In Dallas, Cavazos continues to log any symptoms in a secure app weekly to help Pfizer trial coordinators monitor safety. She hopes she received the vaccine rather than a placebo. Her medical practice in Dallas has been swabbing patients for COVID-19 infection since the beginning of the pandemic, and immunization would allow her to continue serving her patients while keeping them and her family safe.
She relishes being part of a greater good: “If I can contribute in a small way by being in a clinical trial, it’s a way to give back to medicine.”
Question of ethics
Christians have another issue to wrestle with regarding COVID-19 vaccines. All of the vaccines currently in phase 3 testing have used one of two aborted fetal cell lines at some point along the way. Those cells were gathered from abortions done in 1972 and 1985.
Moderna and Pfizer used them in the research phase, while AstraZeneca and Janssen are using them in production. If the only vaccine to make it to market comes from that group, Jeff Barrows says the CMDA will still encourage its members to get the vaccine: “The good that will be accomplished is much, much greater than any complicity with evil ... [that] occurred at a minimum of 35 to 40 years ago.”

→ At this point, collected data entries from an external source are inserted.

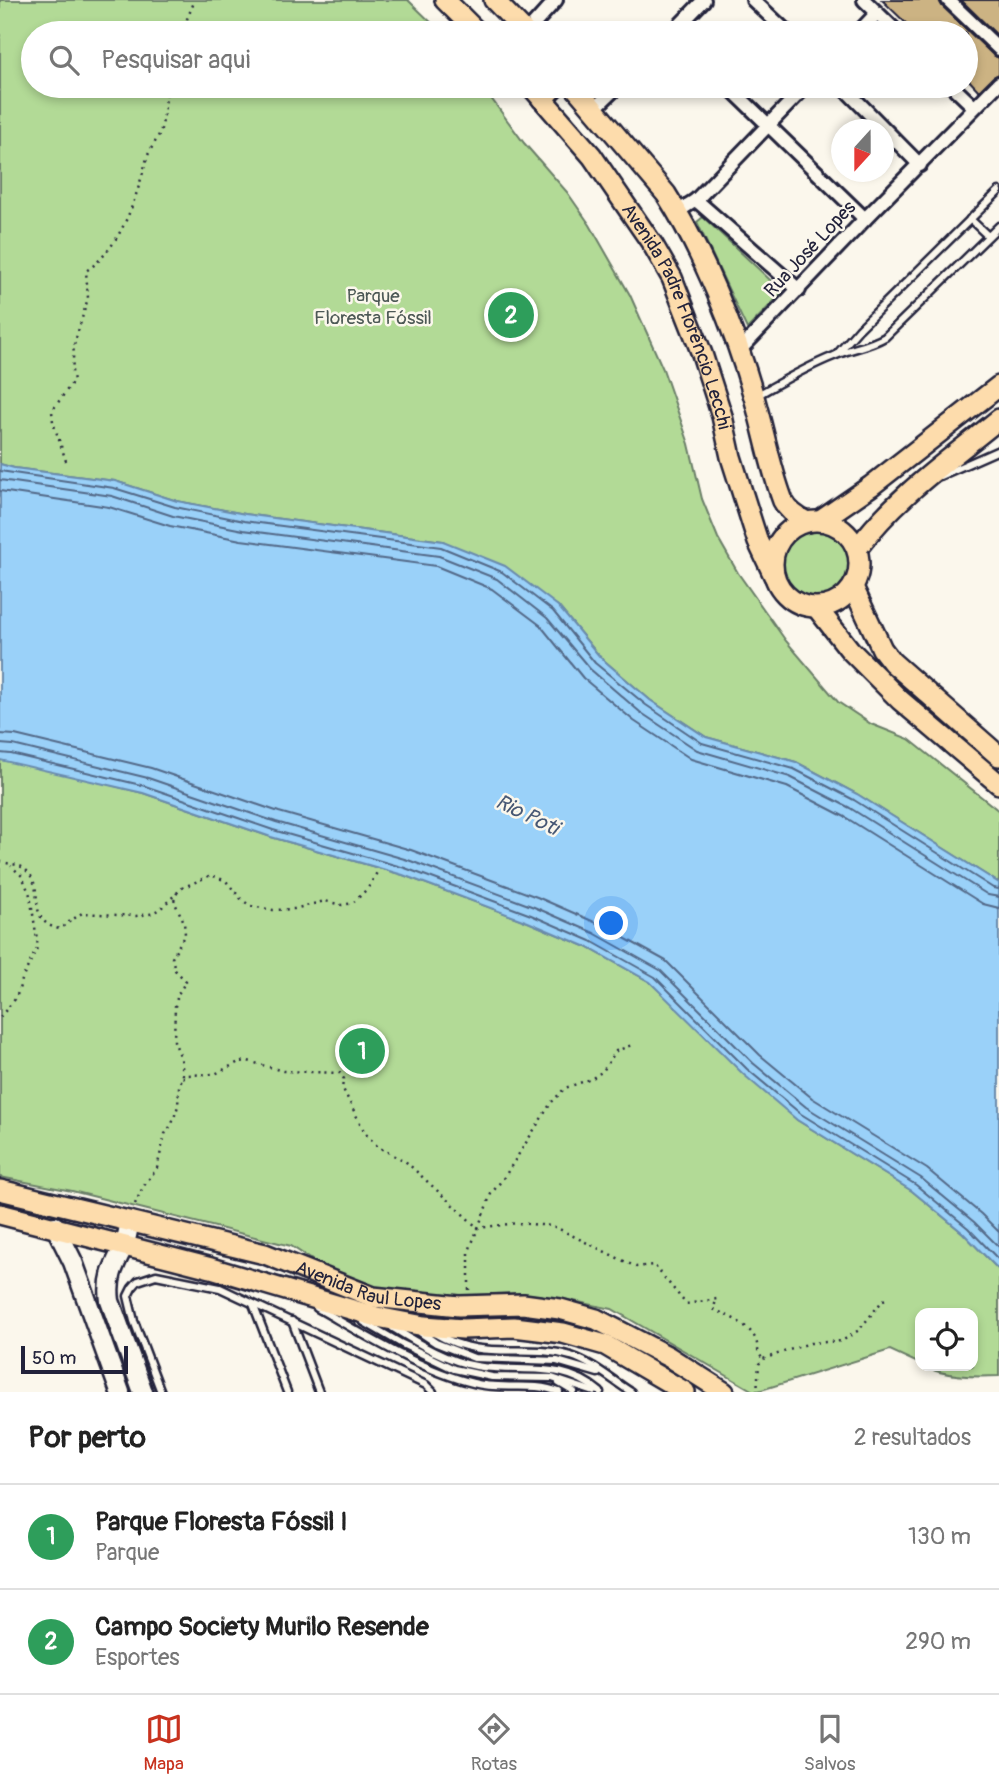 <!DOCTYPE html>
<html lang="pt">
<meta charset="utf-8">
<style>
body{margin:0;font-family:Pangolin,sans-serif;background:#f2f2f2;color:#222}
.controls{position:absolute;right:21px;bottom:21px;display:grid;overflow:hidden;border-radius:14px;box-shadow:0 4px 10px #0003}
.controls button{width:63px;height:63px;display:grid;place-items:center;padding:0;border:0;border-bottom:2px solid #e0e0e0;background:#fff;color:#222;font:35px sans-serif}
.compass{position:absolute;left:831px;top:119px;width:63px;height:63px;border-radius:50%;background:#fff;box-shadow:0 4px 10px #0003;rotate:201deg}
.scale{position:absolute;left:21px;bottom:18px;width:107px;box-sizing:border-box;padding-left:7px;border:4px solid #22223b;border-top:0;font-size:19px;line-height:24px;white-space:nowrap;color:#22223b;-webkit-text-stroke:5px #fbf7ec;paint-order:stroke}
.you{position:absolute;left:612px;top:924px;width:24px;height:24px;margin:-18px;border:5px solid #fff;border-radius:50%;background:#1a73e8;box-shadow:0 0 0 10px #1a73e833}
.badge{display:grid;place-items:center;width:46px;height:46px;border-radius:50%;background:#c8321e;color:#fff;font-size:23px;font-weight:700}
.pin{position:absolute;translate:-50% -50%;border:4px solid #fff;box-shadow:0 2px 7px #0006}
.list{margin:0;padding:0;list-style:none}
h2{display:flex;justify-content:space-between;align-items:center;height:91px;margin:0;padding:0 28px;font-size:30px}
h2 small{font-size:23px;font-weight:400;color:#767676}
.list li{display:grid;grid-template-columns:46px 1fr auto;gap:21px;align-items:center;box-sizing:border-box;height:105px;padding:0 28px;border-top:2px solid #e0e0e0}
.list b{display:block;font-size:26px;white-space:nowrap}
.list p{margin:0;font-size:23px;white-space:nowrap;color:#767676}
.list em{font-size:23px;font-style:normal;color:#767676}
.icon{flex:none;width:38px;height:38px;fill:none;stroke:currentColor;stroke-width:2;stroke-linecap:round;stroke-linejoin:round}
.map{position:relative;flex:none;width:999px;height:1392px;overflow:hidden}
.search{position:absolute;background:#fff;box-shadow:0 4px 10px #0003;left:21px;right:21px;top:21px;height:77px;display:flex;align-items:center;gap:18px;box-sizing:border-box;padding:0 24px;border-radius:38px;color:#767676;font-size:26px}
.sheet{height:301px;background:#fff}
nav{display:flex;justify-content:space-around;align-items:center;box-sizing:border-box;height:98px;border-top:2px solid #e0e0e0;background:#fff;font-size:19px;color:#767676}
nav a{display:grid;justify-items:center;gap:4px}
nav .on{color:#c8321e}
.map>svg:first-child{display:block}
.green{fill:#b2da96;stroke:#6a7e68;stroke-width:2}
.water{fill:#9ad1f9;stroke:#6a8bad;stroke-width:2}
.lines{fill:none;stroke-linecap:round;stroke-linejoin:round}
.shore{stroke:#526887;stroke-width:2}
.building{fill:#ccb383;stroke:#22223b;stroke-width:2}
.lane-casing{stroke:#22223b;stroke-width:11}
.street-casing{stroke:#22223b;stroke-width:18}
.secondary-casing{stroke:#22223b;stroke-width:23}
.primary-casing{stroke:#22223b;stroke-width:24}
.path{stroke:#22223b;stroke-width:2.5;stroke-dasharray:2 5;stroke-linecap:butt}
.lane{stroke:#fbf7ec;stroke-width:6}
.street{stroke:#fbf7ec;stroke-width:12}
.secondary{stroke:#fbf7ec;stroke-width:18}
.primary{stroke:#fddcac;stroke-width:19}
.labels{text-anchor:middle;dominant-baseline:central;stroke-width:5;stroke-linejoin:round;paint-order:stroke}
.street-label{font-size:19px;fill:#22223b;stroke:#fbf7ec}
.park-label{font-size:19px;fill:#4d5956;stroke:#fbf7ec}
.water-label{font-size:21px;font-style:italic;fill:#465774;stroke:#fbf7ec}
</style>
<div class="map">
<svg width="999" height="1392" viewBox="0 0 999 1392">
<rect width="100%" height="100%" fill="#fbf7ec"/>
<filter id="ink" filterUnits="userSpaceOnUse"><feTurbulence type="fractalNoise" baseFrequency=".0143" numOctaves="2"/><feDisplacementMap in="SourceGraphic" scale="14" xChannelSelector="R" yChannelSelector="G"/><feConvolveMatrix kernelMatrix="1 2 1 2 8 2 1 2 1" color-interpolation-filters="sRGB"/></filter>
<g filter="url(#ink)">
<!-- green -->
<g class="green">
<path d="M0,0H408L442,33H33V86H482L524,143L567,192L590,225L630,295L663,369L689,444L702,499L718,538L738,573L786,641L838,702L871,724L909,739L999,811V883L857,794L796,762L706,737L650,700L600,657L558,606L443,541L245,514L177,501L115,481L14,468L0,464Z"/>
<path d="M703,217L783,292L747,329L697,222Z"/>
<circle cx="816" cy="564" r="35"/>
<path d="M0,758L143,793L271,837L403,875L528,922L587,947L650,982L797,1120L912,1191L963,1233L999,1270V1376C974,1377 945,1377 923,1366H973V1313H920V1364L890,1350L755,1392L612,1309L559,1298L520,1293L429,1297L393,1292L359,1282L324,1268L291,1246L72,1191L0,1177Z"/>
</g>
<!-- water -->
<path class="water" d="M0,464L14,468L115,481L177,501L245,514L443,541L505,566L558,606L600,657L650,700L706,737L796,762L857,794L999,883V1270L963,1233L912,1191L797,1120L743,1074L650,982L587,947L528,922L403,875L271,837L143,793L0,760Z"/>
<g class="lines">
<!-- shore -->
<g class="shore">
<path d="M0,471L114,488L175,507L244,521L441,547L502,572L553,611L595,663L646,705L702,743L794,769L854,800L993,888L999,889"/>
<path d="M0,480L112,496L173,516L243,530L439,556L497,579L547,618L590,669L640,712L697,750L790,777L850,808L988,895L999,897"/>
<path d="M0,491L109,507L170,526L241,540L436,566L492,589L540,625L583,678L634,721L691,759L787,787L845,817L983,904L999,908"/>
<path d="M0,734L15,735L151,768L279,812L411,850L537,897L599,924L666,961L760,1055L812,1098L927,1169L981,1214L999,1232"/>
<path d="M0,744L13,745L148,778L276,822L408,860L534,907L594,933L660,970L753,1063L806,1107L921,1178L974,1222L999,1247"/>
<path d="M0,753L11,754L145,786L273,830L405,868L531,915L591,941L655,977L747,1069L801,1114L916,1185L968,1228L999,1260"/>
</g>
</g>
<!-- building -->
<g class="building">
<path d="M882,0H939L942,6L993,55L999,58V74L993,77L979,91L966,77V33H916Z"/>
<path d="M961,0H999V37Z"/>
</g>
<g class="lines">
<defs>
<g id="lane">
<path d="M970,219L988,236"/>
<path d="M838,353L859,329L999,191"/>
<path d="M756,396C781,382 806,367 834,356C851,348 868,347 885,337L999,226"/>
<path d="M940,476L999,450"/>
<path d="M253,1304L287,1392"/>
<path d="M317,1308C363,1334 422,1371 473,1383C501,1391 532,1381 559,1392"/>
<path d="M292,1321L319,1392"/>
<path d="M364,1322L402,1344L454,1369L492,1377L552,1378L594,1392"/>
<path d="M393,1328C419,1344 446,1361 476,1366C521,1374 561,1359 600,1392"/>
<path d="M421,1333L436,1343L474,1358L557,1361L598,1373"/>
<path d="M434,1333C485,1363 522,1342 571,1356C593,1363 612,1380 631,1392"/>
<path d="M559,1383L574,1392"/>
<path d="M161,1392L134,1321L128,1296L132,1288L138,1281L156,1275L220,1288L426,1385L433,1392"/>
</g>
<g id="street">
<path d="M753,0L788,33"/>
<path d="M864,0L898,33"/>
<path d="M948,0L999,49"/>
<path d="M526,33L556,0"/>
<path d="M672,33L704,0"/>
<path d="M858,33L877,13"/>
<path d="M728,86L865,219"/>
<path d="M842,86L920,165"/>
<path d="M952,86L974,107"/>
<path d="M594,109L618,86"/>
<path d="M696,200L806,86"/>
<path d="M677,212L696,200L799,290"/>
<path d="M738,352L865,219L999,83"/>
</g>
<g id="secondary">
<path d="M130,1221C128,1230 127,1240 123,1248C113,1267 107,1279 110,1301L143,1392"/>
<path d="M55,1226L73,1262L120,1392"/>
</g>
<g id="primary">
<path d="M445,0L478,33"/>
<path d="M494,0L526,33"/>
<path id="s1" d="M531,86L592,156L653,245L672,278L702,354L722,416L731,457L758,542L774,576"/>
<path d="M574,86L666,194C703,252 735,331 754,397C764,431 770,467 783,501C788,511 797,517 807,522"/>
<path d="M542,99L555,86"/>
<circle cx="816" cy="564" r="43"/>
<path d="M820,521L871,486L999,386"/>
<path d="M857,549C896,496 949,460 999,419"/>
<path d="M853,587L882,649L892,662L999,756"/>
<path d="M817,608L850,650L900,700L999,784"/>
<path id="s2" d="M0,1190L265,1254L373,1297L459,1306L523,1304L560,1309L596,1319L669,1357L724,1392"/>
<path d="M0,1214L211,1268L377,1317L424,1326L463,1329L514,1327L563,1333L605,1345L685,1392"/>
</g>
</defs>
<!-- lane casing -->
<use href="#lane" class="lane-casing"/>
<!-- street casing -->
<use href="#street" class="street-casing"/>
<!-- secondary casing -->
<use href="#secondary" class="secondary-casing"/>
<!-- primary casing -->
<use href="#primary" class="primary-casing"/>
<!-- path -->
<g class="path">
<path d="M184,33L187,19L195,0"/>
<path d="M66,461L53,422L52,411L74,380L72,373L74,345L88,298L86,271C122,247 136,198 147,158C150,148 158,140 161,129C165,115 165,100 168,86"/>
<path d="M0,861C9,865 19,863 26,870C47,890 24,920 59,929L82,913L136,916L150,914L160,909L182,888L211,875L226,881L242,900L251,906L273,910L294,909L325,901L342,905L353,903L368,888L379,869"/>
<path d="M0,1017L16,998L23,977L38,946L30,895L22,876L11,866"/>
<path d="M183,1078L186,1075L215,1074L239,1062L248,1061L283,1071L340,1073L344,1079L342,1087L365,1133L378,1147L405,1161L478,1228L491,1194L505,1176L551,1103L565,1088L591,1079L603,1071L616,1051L632,1045"/>
<path d="M135,1204L143,1187L157,1168L165,1134L172,1124L178,1106L179,1087L183,1075L181,1058L174,1041L175,1006L178,994L186,981L175,970L172,958L185,934L184,922L174,901L177,893"/>
<path d="M469,1290V1251L478,1228L517,1223L553,1226L636,1267L654,1265L686,1304L717,1299L713,1309C728,1316 747,1323 755,1338C759,1346 756,1352 763,1359"/>
<path d="M757,1392L759,1364L763,1359L810,1343L842,1341L859,1330L883,1300L889,1298"/>
</g>
<!-- lane -->
<use href="#lane" class="lane"/>
<!-- street -->
<use href="#street" class="street"/>
<!-- secondary -->
<use href="#secondary" class="secondary"/>
<!-- primary -->
<use href="#primary" class="primary"/>
</g>
</g>
<g class="labels">
<!-- street labels -->
<g class="street-label">
<text transform="translate(810 249) rotate(-47)">Rua José Lopes</text>
<text stroke="none"><textPath href="#s1" startOffset="276">Avenida Padre Florêncio Lecchi</textPath></text>
<text stroke="none"><textPath href="#s2" startOffset="382">Avenida Raul Lopes</textPath></text>
</g>
<!-- park labels -->
<g class="park-label">
<text x="373" y="296">Parque<tspan x="373" dy="22">Floresta Fóssil</tspan></text>
</g>
<!-- water labels -->
<g class="water-label">
<text transform="translate(527 815) rotate(26)">Rio Poti</text>
</g>
</g>
</svg>
<div class="controls">
<button><svg class="icon" aria-label="locate" viewBox="0 0 24 24"><circle cx="12" cy="12" r="6"/><path d="M12 2v4M12 18v4M2 12h4M18 12h4"/></svg></button>
</div>
<svg class="compass" viewBox="-18 -18 36 36"><path d="M0-13l5 13h-10z" fill="#e53935"/><path d="M0 13l5-13h-10z" fill="#767676"/></svg>
<div class="scale">50 m</div>
<div class="you"></div>
<div class="pin badge" style="left:362px;top:1051px;background:#2e9e5b">1</div>
<div class="pin badge" style="left:511px;top:315px;background:#2e9e5b">2</div>
<div class="search"><svg class="icon" aria-label="search" viewBox="0 0 24 24"><circle cx="10" cy="10" r="6"/><path d="M15 15l6 6"/></svg>Pesquisar aqui</div>
</div>
<section class="sheet">
<h2>Por perto<small>2 resultados</small></h2>
<ul class="list">
<li><span class="badge" style="background:#2e9e5b">1</span><div><b>Parque Floresta Fóssil I</b><p>Parque</p></div><em>130 m</em></li>
<li><span class="badge" style="background:#2e9e5b">2</span><div><b>Campo Society Murilo Resende</b><p>Esportes</p></div><em>290 m</em></li>
</ul>
</section>
<nav>
<a class="on"><svg class="icon" aria-label="map" viewBox="0 0 24 24"><path d="M3 6l6-2 6 2 6-2v14l-6 2-6-2-6 2zM9 4v14M15 6v14"/></svg>Mapa</a>
<a><svg class="icon" aria-label="directions" viewBox="0 0 24 24"><path d="M12 3l9 9-9 9-9-9zM9 14v-3h6M13 9l2 2-2 2"/></svg>Rotas</a>
<a><svg class="icon" aria-label="saved" viewBox="0 0 24 24"><path d="M7 4h10v16l-5-4-5 4z"/></svg>Salvos</a>
</nav>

The pro-life Charlotte Lozier Institute has published up-to-date information on COVID-19 vaccine candidates and abortion-derived cell lines. It appears a handful of pharmaceutical companies, including giants such as Sanofi Pasteur (in partnership with GlaxoSmithKline) are not using such cell lines for their COVID-19 vaccines. At the time of this writing, those manufacturers have not entered phase 3 testing.
Barrows said Sanofi’s vaccine will likely enter phase 3 trials before the end of 2020, and if safety and efficacy data hold up, it could be available to the public by summer 2021. One caveat: Sanofi hasn’t published data regarding the development of its vaccine candidate. If the Sanofi vaccine is found to have used a fetal cell line during research, Barrows said the wait for another alternative vaccine could be long—and those waiting for it would have a greater likelihood of contracting COVID-19.